*TRY IT*.
For each line below that contains the word "tools", make a copy.

*STORED DATA*.
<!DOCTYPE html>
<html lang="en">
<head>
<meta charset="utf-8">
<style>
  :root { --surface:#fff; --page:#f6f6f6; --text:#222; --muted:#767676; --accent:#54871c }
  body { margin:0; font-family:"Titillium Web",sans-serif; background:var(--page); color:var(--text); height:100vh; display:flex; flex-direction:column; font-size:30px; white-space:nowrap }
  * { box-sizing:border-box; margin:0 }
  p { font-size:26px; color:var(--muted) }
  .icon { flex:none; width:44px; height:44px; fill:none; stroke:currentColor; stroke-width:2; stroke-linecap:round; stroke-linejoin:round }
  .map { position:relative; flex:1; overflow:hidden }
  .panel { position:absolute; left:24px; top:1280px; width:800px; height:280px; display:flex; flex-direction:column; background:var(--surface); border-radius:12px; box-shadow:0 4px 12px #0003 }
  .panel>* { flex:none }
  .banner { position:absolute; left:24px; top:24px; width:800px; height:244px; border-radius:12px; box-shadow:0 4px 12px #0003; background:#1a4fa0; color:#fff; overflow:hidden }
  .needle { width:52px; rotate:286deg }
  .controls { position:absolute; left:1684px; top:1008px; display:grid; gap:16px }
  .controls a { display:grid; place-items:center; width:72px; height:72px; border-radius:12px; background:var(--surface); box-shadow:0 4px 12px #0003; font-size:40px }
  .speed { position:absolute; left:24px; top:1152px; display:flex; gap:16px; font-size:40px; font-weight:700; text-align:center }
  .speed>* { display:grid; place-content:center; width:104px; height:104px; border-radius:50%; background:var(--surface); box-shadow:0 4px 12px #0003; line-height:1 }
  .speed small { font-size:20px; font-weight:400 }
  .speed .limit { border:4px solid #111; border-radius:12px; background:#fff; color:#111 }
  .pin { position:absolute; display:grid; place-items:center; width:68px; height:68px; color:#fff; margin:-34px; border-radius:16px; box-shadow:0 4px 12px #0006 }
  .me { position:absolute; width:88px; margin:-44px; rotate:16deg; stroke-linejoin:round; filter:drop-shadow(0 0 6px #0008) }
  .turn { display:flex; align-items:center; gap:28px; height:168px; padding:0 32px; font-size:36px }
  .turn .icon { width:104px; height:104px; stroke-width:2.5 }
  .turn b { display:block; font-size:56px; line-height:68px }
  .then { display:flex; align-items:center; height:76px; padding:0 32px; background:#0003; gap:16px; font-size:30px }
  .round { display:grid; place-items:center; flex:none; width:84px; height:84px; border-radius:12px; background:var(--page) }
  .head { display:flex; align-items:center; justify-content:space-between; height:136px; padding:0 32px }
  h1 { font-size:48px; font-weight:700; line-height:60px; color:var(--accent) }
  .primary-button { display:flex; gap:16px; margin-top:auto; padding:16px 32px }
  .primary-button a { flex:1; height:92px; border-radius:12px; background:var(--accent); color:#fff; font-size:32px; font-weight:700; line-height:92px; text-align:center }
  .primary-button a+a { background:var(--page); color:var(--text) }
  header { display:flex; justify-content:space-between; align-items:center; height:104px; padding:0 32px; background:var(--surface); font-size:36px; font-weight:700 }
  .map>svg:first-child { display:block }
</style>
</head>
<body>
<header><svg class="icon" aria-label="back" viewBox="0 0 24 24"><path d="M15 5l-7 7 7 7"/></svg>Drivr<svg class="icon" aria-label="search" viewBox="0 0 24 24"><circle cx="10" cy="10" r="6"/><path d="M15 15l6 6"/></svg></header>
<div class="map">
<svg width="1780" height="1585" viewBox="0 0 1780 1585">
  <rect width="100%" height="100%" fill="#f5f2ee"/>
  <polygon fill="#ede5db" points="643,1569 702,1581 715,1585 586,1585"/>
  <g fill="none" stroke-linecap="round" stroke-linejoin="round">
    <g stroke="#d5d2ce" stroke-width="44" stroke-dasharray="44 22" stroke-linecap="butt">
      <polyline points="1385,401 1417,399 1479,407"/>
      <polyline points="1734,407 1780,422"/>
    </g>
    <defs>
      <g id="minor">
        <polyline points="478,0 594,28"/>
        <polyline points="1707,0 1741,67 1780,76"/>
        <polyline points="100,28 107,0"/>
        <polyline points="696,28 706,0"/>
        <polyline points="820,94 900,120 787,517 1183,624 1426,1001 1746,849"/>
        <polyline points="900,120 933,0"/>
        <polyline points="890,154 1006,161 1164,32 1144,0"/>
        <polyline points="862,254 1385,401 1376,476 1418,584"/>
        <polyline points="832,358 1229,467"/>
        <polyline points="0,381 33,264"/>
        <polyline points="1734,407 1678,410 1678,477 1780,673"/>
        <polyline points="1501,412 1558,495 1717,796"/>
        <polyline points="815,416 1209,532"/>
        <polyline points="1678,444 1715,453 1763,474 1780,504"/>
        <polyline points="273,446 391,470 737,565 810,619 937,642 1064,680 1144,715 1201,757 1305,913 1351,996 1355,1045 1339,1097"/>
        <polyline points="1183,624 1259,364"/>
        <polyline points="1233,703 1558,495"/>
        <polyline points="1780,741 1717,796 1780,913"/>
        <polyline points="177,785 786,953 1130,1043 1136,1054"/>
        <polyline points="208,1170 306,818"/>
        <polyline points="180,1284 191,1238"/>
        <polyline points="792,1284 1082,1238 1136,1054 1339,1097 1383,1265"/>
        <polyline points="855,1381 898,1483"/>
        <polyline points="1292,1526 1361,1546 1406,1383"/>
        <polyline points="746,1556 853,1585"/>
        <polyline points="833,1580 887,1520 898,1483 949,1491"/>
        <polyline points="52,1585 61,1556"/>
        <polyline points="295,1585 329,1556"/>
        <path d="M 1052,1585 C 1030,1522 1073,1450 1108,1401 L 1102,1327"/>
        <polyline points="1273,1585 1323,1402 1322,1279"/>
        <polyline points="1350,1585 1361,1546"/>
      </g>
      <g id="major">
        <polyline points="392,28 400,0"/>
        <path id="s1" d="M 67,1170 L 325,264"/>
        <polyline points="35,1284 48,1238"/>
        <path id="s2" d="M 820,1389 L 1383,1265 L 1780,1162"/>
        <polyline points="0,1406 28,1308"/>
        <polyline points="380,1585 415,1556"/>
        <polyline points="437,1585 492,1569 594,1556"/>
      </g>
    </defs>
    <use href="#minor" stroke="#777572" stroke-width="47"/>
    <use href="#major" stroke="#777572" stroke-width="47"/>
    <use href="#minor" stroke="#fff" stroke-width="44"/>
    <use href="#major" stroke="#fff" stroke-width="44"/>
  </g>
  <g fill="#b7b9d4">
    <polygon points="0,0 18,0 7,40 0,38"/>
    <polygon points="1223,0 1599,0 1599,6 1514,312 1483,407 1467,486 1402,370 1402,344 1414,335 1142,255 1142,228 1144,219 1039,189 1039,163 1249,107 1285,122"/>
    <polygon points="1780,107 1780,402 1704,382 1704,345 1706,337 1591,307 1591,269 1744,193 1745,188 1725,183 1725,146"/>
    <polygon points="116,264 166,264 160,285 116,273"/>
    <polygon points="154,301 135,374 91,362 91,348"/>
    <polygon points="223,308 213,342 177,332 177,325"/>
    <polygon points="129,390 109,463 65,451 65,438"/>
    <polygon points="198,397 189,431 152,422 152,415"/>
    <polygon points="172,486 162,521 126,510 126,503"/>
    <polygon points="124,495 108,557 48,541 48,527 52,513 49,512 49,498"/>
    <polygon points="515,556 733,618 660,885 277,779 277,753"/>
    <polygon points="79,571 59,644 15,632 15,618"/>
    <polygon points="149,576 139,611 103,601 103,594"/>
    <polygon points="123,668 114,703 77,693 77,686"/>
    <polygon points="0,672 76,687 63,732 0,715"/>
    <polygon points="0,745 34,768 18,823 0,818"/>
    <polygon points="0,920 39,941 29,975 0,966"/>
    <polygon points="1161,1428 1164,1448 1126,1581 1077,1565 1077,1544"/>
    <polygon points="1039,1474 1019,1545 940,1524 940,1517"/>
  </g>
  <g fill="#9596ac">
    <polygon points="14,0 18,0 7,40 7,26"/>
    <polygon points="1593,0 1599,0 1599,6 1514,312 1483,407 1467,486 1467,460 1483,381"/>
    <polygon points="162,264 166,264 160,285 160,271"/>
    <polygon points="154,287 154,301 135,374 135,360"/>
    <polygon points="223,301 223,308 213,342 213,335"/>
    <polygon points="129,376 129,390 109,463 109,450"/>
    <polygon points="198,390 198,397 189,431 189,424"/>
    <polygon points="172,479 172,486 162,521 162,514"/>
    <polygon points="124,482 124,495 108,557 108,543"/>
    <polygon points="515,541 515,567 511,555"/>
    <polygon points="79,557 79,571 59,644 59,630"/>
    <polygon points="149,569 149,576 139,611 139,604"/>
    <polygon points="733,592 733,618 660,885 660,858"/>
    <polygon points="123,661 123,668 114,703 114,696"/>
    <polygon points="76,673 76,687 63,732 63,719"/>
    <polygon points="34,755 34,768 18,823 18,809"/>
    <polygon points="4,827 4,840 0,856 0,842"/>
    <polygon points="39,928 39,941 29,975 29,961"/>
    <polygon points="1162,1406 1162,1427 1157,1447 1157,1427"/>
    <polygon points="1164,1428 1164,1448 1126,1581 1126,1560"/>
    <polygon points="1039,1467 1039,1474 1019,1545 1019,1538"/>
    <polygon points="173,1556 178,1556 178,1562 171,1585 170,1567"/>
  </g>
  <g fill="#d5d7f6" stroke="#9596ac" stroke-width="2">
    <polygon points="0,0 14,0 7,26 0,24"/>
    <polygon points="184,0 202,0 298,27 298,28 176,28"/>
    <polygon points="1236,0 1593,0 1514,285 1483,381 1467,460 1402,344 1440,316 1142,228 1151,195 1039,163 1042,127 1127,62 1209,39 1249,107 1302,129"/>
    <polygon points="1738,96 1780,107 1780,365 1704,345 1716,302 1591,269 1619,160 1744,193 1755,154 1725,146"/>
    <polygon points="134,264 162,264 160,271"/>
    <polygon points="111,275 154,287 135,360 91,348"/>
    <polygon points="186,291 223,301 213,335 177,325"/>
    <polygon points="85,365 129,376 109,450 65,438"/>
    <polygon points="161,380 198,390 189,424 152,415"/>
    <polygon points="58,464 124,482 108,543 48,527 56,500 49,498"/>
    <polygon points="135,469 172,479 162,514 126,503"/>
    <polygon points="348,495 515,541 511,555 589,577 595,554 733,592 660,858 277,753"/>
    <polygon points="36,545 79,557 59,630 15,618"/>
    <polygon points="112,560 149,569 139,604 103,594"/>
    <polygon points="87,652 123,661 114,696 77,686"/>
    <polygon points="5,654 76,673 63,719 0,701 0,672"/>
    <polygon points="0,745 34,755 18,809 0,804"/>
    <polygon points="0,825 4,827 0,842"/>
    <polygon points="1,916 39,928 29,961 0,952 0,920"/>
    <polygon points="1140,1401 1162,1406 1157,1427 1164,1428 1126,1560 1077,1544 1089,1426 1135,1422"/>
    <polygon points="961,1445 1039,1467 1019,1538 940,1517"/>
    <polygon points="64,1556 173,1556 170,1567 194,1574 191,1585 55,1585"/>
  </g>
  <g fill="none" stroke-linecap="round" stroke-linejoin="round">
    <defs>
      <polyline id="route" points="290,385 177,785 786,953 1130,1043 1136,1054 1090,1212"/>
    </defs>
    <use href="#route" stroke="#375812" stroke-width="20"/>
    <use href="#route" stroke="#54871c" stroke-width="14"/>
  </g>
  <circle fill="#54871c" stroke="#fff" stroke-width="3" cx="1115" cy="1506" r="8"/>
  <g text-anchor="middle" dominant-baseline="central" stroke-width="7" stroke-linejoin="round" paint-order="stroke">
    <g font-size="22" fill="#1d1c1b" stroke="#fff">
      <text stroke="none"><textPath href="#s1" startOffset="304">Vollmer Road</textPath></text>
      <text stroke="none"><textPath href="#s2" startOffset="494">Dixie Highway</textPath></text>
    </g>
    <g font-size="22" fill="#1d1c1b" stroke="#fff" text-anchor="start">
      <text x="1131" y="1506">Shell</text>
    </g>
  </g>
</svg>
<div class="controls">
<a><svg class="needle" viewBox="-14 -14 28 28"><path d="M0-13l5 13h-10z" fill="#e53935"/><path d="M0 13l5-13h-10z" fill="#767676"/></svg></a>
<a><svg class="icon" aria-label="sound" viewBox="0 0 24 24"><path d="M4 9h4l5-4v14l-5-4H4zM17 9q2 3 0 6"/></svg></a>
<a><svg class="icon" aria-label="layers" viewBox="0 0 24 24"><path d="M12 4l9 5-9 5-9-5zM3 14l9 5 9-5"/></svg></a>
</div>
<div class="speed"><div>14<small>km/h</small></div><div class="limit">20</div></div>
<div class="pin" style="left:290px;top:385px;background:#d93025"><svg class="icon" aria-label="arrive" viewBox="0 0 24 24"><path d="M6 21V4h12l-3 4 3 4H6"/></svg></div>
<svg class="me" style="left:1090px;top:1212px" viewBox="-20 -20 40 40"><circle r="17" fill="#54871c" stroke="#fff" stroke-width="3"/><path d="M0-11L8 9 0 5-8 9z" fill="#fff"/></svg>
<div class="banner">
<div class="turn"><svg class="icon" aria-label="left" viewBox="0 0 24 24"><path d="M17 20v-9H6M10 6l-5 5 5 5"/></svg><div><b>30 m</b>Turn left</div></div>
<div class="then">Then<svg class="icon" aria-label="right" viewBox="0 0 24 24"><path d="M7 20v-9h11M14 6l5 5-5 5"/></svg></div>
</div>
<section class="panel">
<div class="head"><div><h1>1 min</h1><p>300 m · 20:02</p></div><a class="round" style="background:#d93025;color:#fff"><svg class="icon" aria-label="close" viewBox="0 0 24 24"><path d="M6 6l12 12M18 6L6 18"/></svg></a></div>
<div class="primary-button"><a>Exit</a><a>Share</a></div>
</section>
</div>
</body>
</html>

* * *

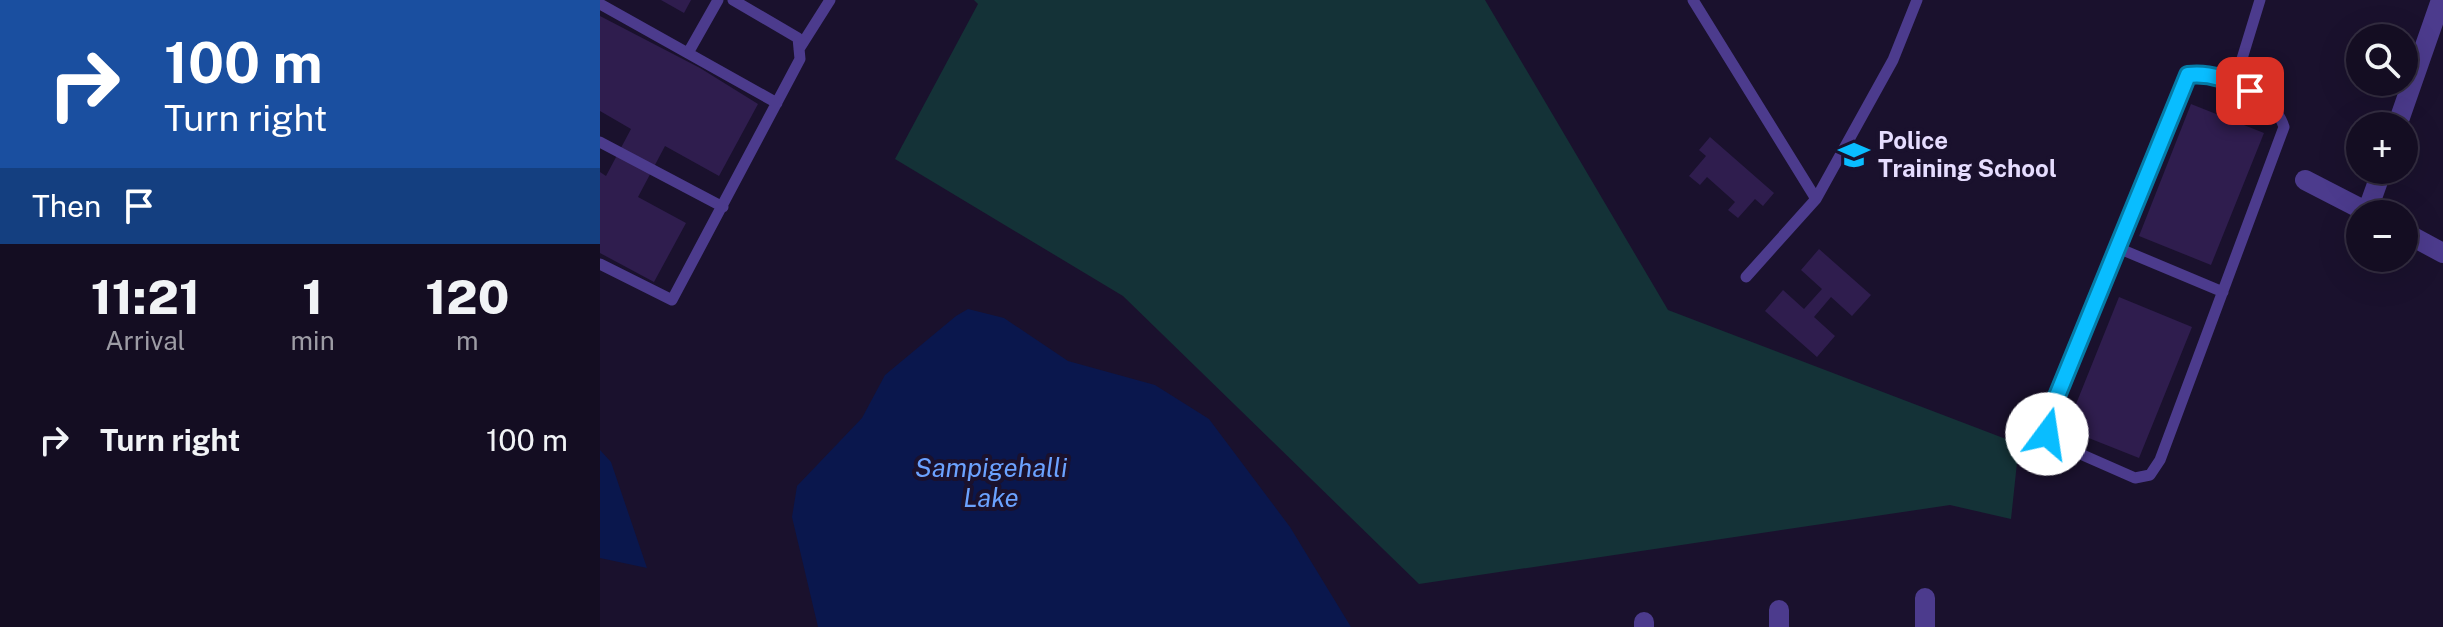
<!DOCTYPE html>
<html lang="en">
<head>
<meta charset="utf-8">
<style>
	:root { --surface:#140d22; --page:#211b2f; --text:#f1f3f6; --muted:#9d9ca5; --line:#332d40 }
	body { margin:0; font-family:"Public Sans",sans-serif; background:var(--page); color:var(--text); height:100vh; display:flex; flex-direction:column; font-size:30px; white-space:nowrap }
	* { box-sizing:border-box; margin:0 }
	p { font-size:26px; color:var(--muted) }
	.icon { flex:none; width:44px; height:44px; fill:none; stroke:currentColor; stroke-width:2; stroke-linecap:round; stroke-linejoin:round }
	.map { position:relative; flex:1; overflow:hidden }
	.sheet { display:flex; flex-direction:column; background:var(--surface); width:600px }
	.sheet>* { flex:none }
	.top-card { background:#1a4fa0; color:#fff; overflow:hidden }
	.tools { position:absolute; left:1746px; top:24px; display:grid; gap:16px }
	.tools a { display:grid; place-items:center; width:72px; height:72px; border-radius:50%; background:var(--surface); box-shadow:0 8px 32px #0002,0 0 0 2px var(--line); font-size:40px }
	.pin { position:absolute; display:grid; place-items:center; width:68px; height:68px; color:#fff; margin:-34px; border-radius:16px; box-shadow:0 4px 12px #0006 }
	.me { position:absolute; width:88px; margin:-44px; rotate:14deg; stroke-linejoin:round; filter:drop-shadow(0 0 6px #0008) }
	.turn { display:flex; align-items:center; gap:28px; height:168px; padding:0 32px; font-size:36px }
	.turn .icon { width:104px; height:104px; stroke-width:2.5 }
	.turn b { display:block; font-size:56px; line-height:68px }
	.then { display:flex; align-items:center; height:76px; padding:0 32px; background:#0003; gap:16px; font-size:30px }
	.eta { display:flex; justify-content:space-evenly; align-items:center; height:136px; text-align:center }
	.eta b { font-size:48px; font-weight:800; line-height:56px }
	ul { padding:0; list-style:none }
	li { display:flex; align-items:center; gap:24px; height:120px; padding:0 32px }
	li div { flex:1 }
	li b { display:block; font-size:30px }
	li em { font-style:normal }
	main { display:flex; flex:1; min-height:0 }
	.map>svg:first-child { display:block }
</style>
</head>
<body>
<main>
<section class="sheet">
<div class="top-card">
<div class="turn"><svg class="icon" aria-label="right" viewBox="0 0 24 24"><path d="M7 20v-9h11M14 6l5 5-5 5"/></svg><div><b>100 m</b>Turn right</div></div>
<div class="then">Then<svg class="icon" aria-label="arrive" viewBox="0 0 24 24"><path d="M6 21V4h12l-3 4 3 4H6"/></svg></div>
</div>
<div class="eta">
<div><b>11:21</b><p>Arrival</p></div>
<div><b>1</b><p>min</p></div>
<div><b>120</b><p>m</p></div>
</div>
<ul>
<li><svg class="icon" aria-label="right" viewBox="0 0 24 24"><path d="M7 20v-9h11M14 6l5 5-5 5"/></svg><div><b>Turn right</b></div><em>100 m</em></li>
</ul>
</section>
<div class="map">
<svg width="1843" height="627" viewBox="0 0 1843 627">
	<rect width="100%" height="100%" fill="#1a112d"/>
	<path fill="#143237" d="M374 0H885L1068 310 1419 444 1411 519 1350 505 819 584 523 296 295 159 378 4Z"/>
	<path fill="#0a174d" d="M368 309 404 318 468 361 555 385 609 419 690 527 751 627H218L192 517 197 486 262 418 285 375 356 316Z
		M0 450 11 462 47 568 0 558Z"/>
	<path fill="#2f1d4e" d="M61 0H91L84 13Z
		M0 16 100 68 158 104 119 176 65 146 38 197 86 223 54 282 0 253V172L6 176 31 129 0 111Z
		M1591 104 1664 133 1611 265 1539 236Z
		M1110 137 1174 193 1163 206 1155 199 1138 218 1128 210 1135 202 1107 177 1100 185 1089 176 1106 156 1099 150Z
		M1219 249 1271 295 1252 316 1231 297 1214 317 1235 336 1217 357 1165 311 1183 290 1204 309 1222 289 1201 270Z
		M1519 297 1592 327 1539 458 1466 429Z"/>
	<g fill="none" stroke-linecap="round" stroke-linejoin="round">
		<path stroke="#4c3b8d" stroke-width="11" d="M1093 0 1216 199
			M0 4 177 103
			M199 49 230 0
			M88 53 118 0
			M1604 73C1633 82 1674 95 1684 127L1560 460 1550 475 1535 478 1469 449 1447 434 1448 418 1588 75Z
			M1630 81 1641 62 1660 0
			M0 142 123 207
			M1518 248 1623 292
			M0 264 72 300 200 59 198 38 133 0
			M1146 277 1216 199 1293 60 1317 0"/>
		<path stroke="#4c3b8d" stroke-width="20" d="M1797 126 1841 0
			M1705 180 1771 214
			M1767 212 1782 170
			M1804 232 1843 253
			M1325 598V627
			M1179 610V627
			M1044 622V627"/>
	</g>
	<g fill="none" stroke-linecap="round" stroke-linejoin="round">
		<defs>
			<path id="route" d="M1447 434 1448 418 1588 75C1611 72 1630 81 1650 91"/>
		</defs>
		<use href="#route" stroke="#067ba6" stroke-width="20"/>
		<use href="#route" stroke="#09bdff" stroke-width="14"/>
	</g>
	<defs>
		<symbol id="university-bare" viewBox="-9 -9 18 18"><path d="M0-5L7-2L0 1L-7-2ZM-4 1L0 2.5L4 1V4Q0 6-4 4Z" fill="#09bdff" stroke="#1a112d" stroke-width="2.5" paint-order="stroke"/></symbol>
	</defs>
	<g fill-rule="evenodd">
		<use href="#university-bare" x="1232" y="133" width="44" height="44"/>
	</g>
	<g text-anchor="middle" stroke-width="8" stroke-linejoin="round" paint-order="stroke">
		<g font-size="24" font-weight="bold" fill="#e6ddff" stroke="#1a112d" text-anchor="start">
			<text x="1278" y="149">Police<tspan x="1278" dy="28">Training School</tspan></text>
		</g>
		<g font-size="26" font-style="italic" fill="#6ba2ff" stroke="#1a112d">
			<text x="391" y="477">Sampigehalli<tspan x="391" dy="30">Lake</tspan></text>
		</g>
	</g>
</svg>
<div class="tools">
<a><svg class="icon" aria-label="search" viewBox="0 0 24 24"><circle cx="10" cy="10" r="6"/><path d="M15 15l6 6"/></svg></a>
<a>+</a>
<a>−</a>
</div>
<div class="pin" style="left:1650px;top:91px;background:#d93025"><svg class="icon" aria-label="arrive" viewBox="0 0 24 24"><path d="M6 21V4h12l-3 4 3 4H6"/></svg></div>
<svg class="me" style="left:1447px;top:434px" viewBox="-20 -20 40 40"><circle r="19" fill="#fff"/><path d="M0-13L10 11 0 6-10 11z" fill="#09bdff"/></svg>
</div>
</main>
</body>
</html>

*TASK RESPONSE*.
	.tools { position:absolute; left:1746px; top:24px; display:grid; gap:16px }
	.tools a { display:grid; place-items:center; width:72px; height:72px; border-radius:50%; background:var(--surface); box-shadow:0 8px 32px #0002,0 0 0 2px var(--line); font-size:40px }
<div class="tools">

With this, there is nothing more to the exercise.